If you were in the shoes of the hospital CEO or the chief of medicine, you can presume much of the decision making had to revolve around managing risk. The inclination would be strong and compelling to go with the protocols that were coming from the so-called experts in Washington — Dr. Anthony Fauci and the Centers for Disease Control. There was the expectation of trust.
But take Ivermectin. Fauci dissed it as quackery and never acknowledged its efficacy. What’s more, we’re now learning Fauci and his cohorts influenced social media to tar and censor from their sites world-renown physicians and researchers who had reputable data that challenged the Washington orthodoxy, that Ivermectin and other treatments indeed worked.
One of the speakers at the hospital board meeting condemned what came out of Washington as “government overreach.” Add to that the public factors of fear and, over time, distrust of government.
Put all this together, and it’s not off base to compare the pandemic to the fog of war. Plans are foiled. Surprises occur.
After the board heard from 33 speakers, roughly half of them sharing emotional, gut-wrenching stories, Dr. James Fiorica, chief of the system’s medical staff, noted: “This has been the most difficult two-and-a-half years in my history in Sarasota.”
No doubt this period will stand forever in history as a benchmark for the hospital system. And not just for SMH. What occurred at SMH also occurred at the more than 6,000 other hospitals across America.

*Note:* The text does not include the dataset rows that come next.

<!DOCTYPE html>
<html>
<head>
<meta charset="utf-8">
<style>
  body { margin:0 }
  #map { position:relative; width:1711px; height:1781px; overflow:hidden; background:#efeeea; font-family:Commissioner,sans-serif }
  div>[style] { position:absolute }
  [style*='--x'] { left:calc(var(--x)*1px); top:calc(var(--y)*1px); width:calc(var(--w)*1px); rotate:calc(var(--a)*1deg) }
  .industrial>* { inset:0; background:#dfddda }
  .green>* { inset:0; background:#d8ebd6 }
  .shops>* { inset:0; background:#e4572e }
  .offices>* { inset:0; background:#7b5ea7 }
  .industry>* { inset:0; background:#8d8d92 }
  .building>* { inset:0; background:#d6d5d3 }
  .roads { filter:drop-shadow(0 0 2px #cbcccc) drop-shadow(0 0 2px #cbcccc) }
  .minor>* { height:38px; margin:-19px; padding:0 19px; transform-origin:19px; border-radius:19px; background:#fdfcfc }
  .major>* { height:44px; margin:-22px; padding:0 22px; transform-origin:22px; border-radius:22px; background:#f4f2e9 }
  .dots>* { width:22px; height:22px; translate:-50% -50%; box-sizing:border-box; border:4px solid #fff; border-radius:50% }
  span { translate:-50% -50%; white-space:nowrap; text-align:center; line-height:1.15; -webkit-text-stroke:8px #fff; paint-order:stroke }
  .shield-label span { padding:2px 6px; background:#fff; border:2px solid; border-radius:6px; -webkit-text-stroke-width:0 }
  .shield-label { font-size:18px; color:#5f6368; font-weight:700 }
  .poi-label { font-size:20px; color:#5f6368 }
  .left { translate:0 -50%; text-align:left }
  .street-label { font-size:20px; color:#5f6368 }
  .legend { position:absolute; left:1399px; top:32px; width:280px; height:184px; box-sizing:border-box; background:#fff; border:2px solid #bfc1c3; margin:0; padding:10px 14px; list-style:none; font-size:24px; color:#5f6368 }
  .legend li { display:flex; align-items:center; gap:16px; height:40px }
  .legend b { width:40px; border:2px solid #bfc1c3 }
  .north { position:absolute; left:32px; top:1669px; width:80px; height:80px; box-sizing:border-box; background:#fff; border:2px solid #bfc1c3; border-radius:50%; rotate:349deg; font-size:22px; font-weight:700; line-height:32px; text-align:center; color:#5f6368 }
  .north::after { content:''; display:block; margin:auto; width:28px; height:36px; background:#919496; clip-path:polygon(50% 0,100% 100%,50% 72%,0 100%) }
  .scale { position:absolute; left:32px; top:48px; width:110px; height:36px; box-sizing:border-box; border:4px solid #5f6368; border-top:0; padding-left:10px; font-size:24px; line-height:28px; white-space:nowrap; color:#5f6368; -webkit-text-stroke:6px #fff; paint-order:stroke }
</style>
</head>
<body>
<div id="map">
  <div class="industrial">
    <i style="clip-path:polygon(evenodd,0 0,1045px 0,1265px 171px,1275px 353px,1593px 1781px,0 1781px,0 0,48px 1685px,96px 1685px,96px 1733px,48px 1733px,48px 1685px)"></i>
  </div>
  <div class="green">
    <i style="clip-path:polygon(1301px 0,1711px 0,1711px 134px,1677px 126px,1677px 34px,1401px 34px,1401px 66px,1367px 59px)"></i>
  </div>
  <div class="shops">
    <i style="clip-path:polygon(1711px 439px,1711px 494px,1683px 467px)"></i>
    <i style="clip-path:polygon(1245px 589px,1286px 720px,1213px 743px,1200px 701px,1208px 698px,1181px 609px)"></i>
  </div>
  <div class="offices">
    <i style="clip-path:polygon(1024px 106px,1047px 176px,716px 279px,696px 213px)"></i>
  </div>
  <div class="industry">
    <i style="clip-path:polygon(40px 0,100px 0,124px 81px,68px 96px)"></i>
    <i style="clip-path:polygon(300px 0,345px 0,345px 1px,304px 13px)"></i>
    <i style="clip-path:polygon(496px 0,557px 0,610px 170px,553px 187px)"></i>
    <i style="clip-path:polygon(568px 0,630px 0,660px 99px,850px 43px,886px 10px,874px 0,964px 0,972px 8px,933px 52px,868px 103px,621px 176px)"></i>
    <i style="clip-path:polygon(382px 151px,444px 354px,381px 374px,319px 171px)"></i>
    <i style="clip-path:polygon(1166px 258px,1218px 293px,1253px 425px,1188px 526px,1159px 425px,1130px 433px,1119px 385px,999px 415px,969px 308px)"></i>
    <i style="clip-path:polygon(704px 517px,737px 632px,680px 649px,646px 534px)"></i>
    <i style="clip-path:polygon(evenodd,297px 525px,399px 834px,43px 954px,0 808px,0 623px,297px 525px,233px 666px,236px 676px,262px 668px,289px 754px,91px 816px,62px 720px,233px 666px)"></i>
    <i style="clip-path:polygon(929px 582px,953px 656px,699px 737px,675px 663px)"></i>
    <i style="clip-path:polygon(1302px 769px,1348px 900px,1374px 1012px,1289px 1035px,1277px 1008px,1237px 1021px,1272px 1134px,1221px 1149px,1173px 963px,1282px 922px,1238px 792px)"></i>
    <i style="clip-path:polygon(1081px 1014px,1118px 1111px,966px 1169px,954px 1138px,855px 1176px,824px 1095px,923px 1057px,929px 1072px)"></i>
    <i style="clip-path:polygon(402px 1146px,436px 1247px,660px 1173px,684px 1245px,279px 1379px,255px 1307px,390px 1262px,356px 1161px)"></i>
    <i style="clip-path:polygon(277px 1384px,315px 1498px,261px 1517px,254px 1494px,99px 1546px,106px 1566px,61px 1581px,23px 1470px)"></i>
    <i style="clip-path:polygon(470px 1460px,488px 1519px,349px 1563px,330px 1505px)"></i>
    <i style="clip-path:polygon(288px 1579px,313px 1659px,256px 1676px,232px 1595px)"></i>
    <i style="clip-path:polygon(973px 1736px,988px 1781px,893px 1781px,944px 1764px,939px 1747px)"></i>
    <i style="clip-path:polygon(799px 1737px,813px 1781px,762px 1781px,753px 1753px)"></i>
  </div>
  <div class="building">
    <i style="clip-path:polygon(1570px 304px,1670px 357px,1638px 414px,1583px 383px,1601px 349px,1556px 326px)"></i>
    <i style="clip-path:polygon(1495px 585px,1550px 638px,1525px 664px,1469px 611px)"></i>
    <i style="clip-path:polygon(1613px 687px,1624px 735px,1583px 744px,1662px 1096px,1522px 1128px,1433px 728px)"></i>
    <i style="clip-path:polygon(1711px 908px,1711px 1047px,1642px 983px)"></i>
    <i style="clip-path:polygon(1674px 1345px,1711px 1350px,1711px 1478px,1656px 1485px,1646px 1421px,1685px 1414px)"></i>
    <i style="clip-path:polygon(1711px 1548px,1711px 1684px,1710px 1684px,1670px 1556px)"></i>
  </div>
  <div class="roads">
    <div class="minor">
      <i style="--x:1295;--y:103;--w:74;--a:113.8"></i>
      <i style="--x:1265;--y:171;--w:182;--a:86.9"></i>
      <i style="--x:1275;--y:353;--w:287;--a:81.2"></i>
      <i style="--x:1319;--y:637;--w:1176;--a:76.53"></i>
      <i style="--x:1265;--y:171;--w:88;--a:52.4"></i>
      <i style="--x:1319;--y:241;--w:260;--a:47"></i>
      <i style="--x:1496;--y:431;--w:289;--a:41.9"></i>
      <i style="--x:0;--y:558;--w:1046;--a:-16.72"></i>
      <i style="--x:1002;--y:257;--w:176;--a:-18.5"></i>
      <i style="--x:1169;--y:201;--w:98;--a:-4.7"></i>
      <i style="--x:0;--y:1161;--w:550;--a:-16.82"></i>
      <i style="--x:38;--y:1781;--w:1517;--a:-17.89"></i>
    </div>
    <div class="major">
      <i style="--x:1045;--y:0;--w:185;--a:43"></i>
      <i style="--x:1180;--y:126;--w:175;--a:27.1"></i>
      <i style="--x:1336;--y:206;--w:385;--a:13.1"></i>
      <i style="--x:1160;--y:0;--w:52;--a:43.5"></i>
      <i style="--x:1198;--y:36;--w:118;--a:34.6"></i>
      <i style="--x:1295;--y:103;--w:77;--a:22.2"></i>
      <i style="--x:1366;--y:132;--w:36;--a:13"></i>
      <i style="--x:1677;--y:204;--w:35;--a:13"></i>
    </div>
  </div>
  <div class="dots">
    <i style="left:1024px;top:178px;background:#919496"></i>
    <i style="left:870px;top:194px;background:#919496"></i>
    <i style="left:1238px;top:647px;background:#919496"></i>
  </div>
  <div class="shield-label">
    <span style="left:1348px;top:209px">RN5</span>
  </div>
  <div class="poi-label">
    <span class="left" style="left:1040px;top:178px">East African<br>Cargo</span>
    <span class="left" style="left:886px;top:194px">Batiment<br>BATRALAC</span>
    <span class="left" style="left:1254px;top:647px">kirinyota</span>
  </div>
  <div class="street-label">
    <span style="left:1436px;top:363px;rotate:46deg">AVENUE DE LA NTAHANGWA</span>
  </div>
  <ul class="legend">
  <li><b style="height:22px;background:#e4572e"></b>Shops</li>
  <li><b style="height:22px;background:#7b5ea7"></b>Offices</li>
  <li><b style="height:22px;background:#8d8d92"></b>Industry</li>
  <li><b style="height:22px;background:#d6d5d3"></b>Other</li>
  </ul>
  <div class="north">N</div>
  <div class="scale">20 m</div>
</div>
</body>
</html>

If this were post-war, our military leaders would do what they always do: Conduct detailed post-mortems. And to its credit, and as it should, the new hospital board, has ordered its quality committee to take the first step: “after-action reviews” of how and why patients were treated the way they were and a thorough, transparent assessment — “what did we do well, what did we do badly, what lessons did we learn, what things would we do differently, how can we better prepared for a future pandemic,” according to Board Chair Tramm Hudson.
As Jenny Naylor, daughter of a deceased patient, admonished: “Please do the research and ask the really challenging questions. … For my mother and for all others who seemingly died as a result of these protocols, I beg you to do your job.”
New Board Member Bridget Fiorucci cast the reviews in a broader context — that Sarasota Memorial can set the example for hospitals across the country. By doing its reviews, “We can be the change that everyone else needs in other healthcare systems.”